Collected data entries:
----------
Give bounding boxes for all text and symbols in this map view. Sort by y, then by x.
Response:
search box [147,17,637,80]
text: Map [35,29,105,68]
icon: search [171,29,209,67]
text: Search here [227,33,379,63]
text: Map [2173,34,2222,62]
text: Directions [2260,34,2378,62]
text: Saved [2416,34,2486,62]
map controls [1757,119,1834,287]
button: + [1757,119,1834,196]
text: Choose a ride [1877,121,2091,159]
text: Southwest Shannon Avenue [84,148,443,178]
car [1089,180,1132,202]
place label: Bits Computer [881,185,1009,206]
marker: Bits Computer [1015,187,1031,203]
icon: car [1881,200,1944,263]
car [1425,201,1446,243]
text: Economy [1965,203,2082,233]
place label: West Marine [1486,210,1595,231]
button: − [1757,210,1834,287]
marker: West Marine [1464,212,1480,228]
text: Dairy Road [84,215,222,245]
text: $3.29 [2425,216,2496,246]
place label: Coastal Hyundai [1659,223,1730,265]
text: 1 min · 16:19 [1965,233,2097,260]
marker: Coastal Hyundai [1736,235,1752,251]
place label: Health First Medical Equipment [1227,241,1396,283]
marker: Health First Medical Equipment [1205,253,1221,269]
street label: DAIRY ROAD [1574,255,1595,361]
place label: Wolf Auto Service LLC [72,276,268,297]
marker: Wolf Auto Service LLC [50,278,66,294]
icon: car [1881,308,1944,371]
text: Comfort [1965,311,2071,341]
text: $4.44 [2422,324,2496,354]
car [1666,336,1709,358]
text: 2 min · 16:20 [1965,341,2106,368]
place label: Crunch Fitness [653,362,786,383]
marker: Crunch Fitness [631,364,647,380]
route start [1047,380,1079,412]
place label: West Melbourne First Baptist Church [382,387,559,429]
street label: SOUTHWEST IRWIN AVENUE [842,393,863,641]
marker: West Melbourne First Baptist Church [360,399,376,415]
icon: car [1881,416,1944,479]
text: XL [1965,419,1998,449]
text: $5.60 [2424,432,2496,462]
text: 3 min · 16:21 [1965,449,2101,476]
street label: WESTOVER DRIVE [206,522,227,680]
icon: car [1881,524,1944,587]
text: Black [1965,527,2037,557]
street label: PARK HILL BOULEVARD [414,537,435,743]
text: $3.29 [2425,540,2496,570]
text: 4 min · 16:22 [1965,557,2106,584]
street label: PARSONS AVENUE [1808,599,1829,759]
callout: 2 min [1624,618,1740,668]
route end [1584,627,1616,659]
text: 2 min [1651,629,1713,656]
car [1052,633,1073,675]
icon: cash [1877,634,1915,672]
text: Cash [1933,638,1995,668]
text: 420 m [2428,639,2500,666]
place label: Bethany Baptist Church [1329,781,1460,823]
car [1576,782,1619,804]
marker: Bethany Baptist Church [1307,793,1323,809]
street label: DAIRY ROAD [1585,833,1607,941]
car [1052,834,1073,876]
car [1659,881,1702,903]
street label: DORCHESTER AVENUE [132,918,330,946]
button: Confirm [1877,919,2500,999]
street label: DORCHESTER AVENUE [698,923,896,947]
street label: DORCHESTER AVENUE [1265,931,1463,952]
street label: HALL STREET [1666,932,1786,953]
----------
*YOUR TASK:*
Copy each entry exactly, leaving every line as it is.

*OUTPUT BELOW:*
Give bounding boxes for all text and symbols in this map view. Sort by y, then by x.
Response:
search box [147,17,637,80]
text: Map [35,29,105,68]
icon: search [171,29,209,67]
text: Search here [227,33,379,63]
text: Map [2173,34,2222,62]
text: Directions [2260,34,2378,62]
text: Saved [2416,34,2486,62]
map controls [1757,119,1834,287]
button: + [1757,119,1834,196]
text: Choose a ride [1877,121,2091,159]
text: Southwest Shannon Avenue [84,148,443,178]
car [1089,180,1132,202]
place label: Bits Computer [881,185,1009,206]
marker: Bits Computer [1015,187,1031,203]
icon: car [1881,200,1944,263]
car [1425,201,1446,243]
text: Economy [1965,203,2082,233]
place label: West Marine [1486,210,1595,231]
button: − [1757,210,1834,287]
marker: West Marine [1464,212,1480,228]
text: Dairy Road [84,215,222,245]
text: $3.29 [2425,216,2496,246]
place label: Coastal Hyundai [1659,223,1730,265]
text: 1 min · 16:19 [1965,233,2097,260]
marker: Coastal Hyundai [1736,235,1752,251]
place label: Health First Medical Equipment [1227,241,1396,283]
marker: Health First Medical Equipment [1205,253,1221,269]
street label: DAIRY ROAD [1574,255,1595,361]
place label: Wolf Auto Service LLC [72,276,268,297]
marker: Wolf Auto Service LLC [50,278,66,294]
icon: car [1881,308,1944,371]
text: Comfort [1965,311,2071,341]
text: $4.44 [2422,324,2496,354]
car [1666,336,1709,358]
text: 2 min · 16:20 [1965,341,2106,368]
place label: Crunch Fitness [653,362,786,383]
marker: Crunch Fitness [631,364,647,380]
route start [1047,380,1079,412]
place label: West Melbourne First Baptist Church [382,387,559,429]
street label: SOUTHWEST IRWIN AVENUE [842,393,863,641]
marker: West Melbourne First Baptist Church [360,399,376,415]
icon: car [1881,416,1944,479]
text: XL [1965,419,1998,449]
text: $5.60 [2424,432,2496,462]
text: 3 min · 16:21 [1965,449,2101,476]
street label: WESTOVER DRIVE [206,522,227,680]
icon: car [1881,524,1944,587]
text: Black [1965,527,2037,557]
street label: PARK HILL BOULEVARD [414,537,435,743]
text: $3.29 [2425,540,2496,570]
text: 4 min · 16:22 [1965,557,2106,584]
street label: PARSONS AVENUE [1808,599,1829,759]
callout: 2 min [1624,618,1740,668]
route end [1584,627,1616,659]
text: 2 min [1651,629,1713,656]
car [1052,633,1073,675]
icon: cash [1877,634,1915,672]
text: Cash [1933,638,1995,668]
text: 420 m [2428,639,2500,666]
place label: Bethany Baptist Church [1329,781,1460,823]
car [1576,782,1619,804]
marker: Bethany Baptist Church [1307,793,1323,809]
street label: DAIRY ROAD [1585,833,1607,941]
car [1052,834,1073,876]
car [1659,881,1702,903]
street label: DORCHESTER AVENUE [132,918,330,946]
button: Confirm [1877,919,2500,999]
street label: DORCHESTER AVENUE [698,923,896,947]
street label: DORCHESTER AVENUE [1265,931,1463,952]
street label: HALL STREET [1666,932,1786,953]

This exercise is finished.